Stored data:
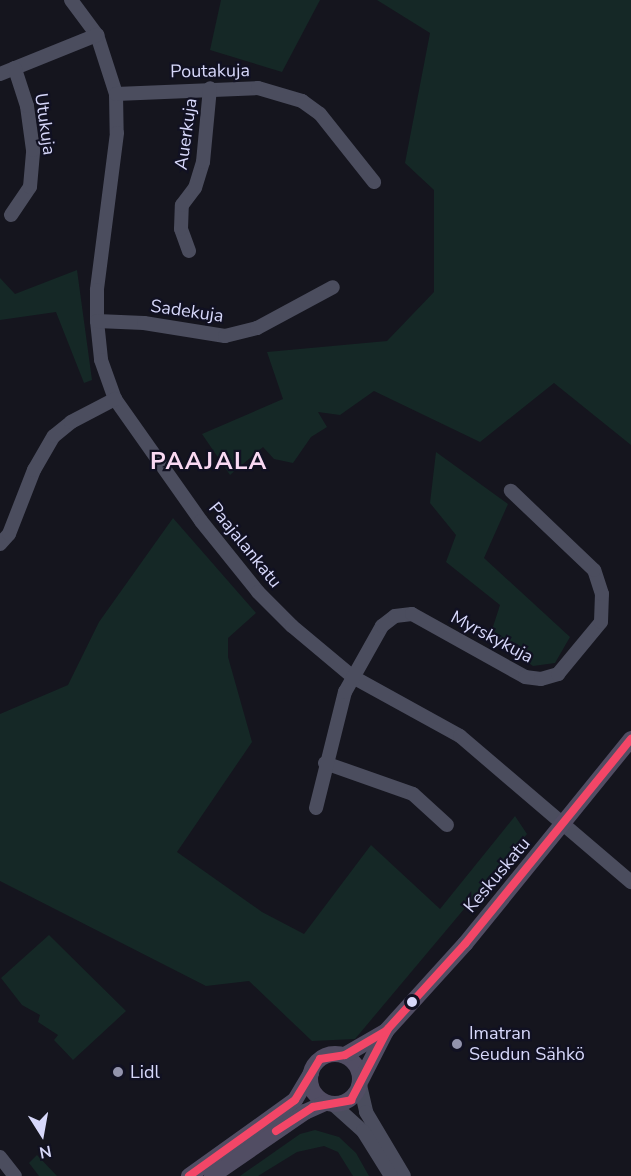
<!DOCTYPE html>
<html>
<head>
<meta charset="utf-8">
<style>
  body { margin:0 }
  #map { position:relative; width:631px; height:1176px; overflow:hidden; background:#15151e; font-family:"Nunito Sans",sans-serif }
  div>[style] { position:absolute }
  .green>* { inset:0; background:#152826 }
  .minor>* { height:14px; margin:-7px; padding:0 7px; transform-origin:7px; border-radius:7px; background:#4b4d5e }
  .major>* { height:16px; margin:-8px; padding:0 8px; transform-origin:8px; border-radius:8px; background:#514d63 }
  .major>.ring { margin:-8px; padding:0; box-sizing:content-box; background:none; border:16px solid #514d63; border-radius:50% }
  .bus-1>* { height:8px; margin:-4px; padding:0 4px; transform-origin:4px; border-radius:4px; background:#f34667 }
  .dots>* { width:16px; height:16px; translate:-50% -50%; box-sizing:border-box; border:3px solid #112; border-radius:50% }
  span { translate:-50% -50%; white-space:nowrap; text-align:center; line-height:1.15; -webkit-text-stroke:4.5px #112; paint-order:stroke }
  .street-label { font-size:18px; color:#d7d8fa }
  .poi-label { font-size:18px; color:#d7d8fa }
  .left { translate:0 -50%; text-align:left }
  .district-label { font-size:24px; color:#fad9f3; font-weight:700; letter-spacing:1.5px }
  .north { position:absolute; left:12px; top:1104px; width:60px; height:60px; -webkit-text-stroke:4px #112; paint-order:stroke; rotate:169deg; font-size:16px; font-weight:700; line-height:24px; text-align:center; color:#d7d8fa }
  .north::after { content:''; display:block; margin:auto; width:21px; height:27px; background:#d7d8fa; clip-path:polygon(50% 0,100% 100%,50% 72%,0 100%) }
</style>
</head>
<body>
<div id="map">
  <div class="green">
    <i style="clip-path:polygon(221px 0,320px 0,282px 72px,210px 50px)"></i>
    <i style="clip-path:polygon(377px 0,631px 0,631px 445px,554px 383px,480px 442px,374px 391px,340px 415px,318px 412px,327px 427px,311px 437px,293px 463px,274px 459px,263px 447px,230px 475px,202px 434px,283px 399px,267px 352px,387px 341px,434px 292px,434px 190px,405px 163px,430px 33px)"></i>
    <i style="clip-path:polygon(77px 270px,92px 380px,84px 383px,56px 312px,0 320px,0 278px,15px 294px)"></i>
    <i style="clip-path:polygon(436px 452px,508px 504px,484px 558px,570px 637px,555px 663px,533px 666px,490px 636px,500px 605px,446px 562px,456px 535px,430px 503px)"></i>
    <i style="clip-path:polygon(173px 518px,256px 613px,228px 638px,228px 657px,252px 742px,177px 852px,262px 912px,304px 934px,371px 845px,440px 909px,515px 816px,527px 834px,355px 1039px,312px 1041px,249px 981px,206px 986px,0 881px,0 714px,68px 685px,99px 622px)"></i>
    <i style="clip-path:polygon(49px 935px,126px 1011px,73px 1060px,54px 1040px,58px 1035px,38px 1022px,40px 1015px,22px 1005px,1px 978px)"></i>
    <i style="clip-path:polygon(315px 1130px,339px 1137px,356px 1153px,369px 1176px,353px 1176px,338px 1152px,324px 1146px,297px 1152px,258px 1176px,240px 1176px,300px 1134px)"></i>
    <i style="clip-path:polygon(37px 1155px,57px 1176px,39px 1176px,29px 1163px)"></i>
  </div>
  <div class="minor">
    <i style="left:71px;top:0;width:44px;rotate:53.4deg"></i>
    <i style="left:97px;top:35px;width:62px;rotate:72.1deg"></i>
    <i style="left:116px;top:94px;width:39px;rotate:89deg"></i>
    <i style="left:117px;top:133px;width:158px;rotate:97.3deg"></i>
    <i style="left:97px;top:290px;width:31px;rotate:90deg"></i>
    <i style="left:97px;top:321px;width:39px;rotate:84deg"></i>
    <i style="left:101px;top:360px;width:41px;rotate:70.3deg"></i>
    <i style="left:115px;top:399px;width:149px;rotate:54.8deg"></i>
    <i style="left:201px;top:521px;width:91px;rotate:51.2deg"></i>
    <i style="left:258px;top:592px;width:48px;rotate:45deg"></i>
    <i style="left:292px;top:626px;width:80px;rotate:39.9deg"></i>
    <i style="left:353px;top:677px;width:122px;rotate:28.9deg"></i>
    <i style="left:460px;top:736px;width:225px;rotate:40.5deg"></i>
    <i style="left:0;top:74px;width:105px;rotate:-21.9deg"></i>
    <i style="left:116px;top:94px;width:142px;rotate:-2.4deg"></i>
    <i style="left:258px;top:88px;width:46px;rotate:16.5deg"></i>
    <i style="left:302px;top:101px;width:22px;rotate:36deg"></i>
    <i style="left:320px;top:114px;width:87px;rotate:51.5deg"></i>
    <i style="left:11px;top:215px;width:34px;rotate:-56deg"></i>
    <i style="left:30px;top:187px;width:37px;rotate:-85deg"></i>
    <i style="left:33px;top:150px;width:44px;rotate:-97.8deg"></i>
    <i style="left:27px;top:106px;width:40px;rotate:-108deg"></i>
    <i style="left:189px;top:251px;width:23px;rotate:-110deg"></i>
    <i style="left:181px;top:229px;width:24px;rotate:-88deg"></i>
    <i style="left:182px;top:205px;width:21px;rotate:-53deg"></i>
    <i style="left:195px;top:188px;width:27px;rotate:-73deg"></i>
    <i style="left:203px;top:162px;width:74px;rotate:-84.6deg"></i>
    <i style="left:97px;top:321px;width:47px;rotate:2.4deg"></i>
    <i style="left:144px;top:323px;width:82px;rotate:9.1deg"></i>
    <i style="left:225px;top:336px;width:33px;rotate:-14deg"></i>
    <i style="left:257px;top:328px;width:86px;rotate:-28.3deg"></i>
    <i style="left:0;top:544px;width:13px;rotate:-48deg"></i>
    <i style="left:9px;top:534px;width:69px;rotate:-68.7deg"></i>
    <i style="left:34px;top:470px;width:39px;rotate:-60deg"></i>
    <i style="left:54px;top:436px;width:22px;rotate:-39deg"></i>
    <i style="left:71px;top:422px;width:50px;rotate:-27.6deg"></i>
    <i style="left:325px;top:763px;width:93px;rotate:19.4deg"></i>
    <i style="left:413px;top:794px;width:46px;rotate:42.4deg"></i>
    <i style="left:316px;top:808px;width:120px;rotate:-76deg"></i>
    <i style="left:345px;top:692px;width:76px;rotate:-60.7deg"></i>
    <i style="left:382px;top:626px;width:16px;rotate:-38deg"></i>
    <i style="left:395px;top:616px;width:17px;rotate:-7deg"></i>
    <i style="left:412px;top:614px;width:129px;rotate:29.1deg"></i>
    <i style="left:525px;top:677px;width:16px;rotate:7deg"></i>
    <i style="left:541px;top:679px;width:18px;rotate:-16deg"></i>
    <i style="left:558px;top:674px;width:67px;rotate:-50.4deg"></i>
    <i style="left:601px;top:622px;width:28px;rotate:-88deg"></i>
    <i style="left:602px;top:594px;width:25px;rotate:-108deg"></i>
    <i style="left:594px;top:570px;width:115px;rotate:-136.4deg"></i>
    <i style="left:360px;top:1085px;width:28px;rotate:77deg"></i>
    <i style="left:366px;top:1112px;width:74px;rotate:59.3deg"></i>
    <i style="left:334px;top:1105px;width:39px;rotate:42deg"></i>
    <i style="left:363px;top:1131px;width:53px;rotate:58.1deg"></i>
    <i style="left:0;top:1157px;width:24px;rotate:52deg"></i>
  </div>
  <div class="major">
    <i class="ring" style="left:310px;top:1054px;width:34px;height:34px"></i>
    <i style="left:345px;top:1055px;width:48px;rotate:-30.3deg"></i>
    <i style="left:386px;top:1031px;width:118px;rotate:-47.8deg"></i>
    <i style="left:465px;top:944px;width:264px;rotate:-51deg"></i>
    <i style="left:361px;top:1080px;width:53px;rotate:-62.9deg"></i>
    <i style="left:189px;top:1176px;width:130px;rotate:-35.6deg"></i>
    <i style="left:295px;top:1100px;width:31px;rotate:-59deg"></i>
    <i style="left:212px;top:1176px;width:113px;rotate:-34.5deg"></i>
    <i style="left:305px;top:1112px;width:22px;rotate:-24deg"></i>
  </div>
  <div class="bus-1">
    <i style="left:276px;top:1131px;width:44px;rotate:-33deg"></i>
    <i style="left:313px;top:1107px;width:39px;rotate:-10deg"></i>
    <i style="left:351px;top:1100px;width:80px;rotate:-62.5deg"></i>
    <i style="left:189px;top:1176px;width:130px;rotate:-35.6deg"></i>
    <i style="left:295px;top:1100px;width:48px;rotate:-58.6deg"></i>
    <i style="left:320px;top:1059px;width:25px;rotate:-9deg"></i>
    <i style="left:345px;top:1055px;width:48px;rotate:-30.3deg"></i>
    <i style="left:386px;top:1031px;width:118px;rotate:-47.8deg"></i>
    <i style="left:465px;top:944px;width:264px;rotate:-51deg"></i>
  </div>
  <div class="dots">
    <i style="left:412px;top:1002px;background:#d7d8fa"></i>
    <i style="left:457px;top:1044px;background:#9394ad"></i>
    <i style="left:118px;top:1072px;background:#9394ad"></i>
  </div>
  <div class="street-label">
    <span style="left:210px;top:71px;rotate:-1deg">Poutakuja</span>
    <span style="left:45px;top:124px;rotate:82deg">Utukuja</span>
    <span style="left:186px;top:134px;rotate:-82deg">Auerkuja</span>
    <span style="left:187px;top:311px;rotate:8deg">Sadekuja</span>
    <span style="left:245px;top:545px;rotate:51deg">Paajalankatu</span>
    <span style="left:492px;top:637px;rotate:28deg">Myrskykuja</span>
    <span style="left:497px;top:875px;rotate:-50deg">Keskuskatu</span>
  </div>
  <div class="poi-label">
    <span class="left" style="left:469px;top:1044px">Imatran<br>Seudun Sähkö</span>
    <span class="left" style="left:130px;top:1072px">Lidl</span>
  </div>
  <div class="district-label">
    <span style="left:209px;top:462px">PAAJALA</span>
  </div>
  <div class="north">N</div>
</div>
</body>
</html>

Work item:
Beginning with the line above that contains "translate:-50% -50%; white-space:nowrap;", copy each line exactly up to and including the line that contains "270px,92px 380px,84px 383px,56px", and go no further.

Result for this task:
  span { translate:-50% -50%; white-space:nowrap; text-align:center; line-height:1.15; -webkit-text-stroke:4.5px #112; paint-order:stroke }
  .street-label { font-size:18px; color:#d7d8fa }
  .poi-label { font-size:18px; color:#d7d8fa }
  .left { translate:0 -50%; text-align:left }
  .district-label { font-size:24px; color:#fad9f3; font-weight:700; letter-spacing:1.5px }
  .north { position:absolute; left:12px; top:1104px; width:60px; height:60px; -webkit-text-stroke:4px #112; paint-order:stroke; rotate:169deg; font-size:16px; font-weight:700; line-height:24px; text-align:center; color:#d7d8fa }
  .north::after { content:''; display:block; margin:auto; width:21px; height:27px; background:#d7d8fa; clip-path:polygon(50% 0,100% 100%,50% 72%,0 100%) }
</style>
</head>
<body>
<div id="map">
  <div class="green">
    <i style="clip-path:polygon(221px 0,320px 0,282px 72px,210px 50px)"></i>
    <i style="clip-path:polygon(377px 0,631px 0,631px 445px,554px 383px,480px 442px,374px 391px,340px 415px,318px 412px,327px 427px,311px 437px,293px 463px,274px 459px,263px 447px,230px 475px,202px 434px,283px 399px,267px 352px,387px 341px,434px 292px,434px 190px,405px 163px,430px 33px)"></i>
    <i style="clip-path:polygon(77px 270px,92px 380px,84px 383px,56px 312px,0 320px,0 278px,15px 294px)"></i>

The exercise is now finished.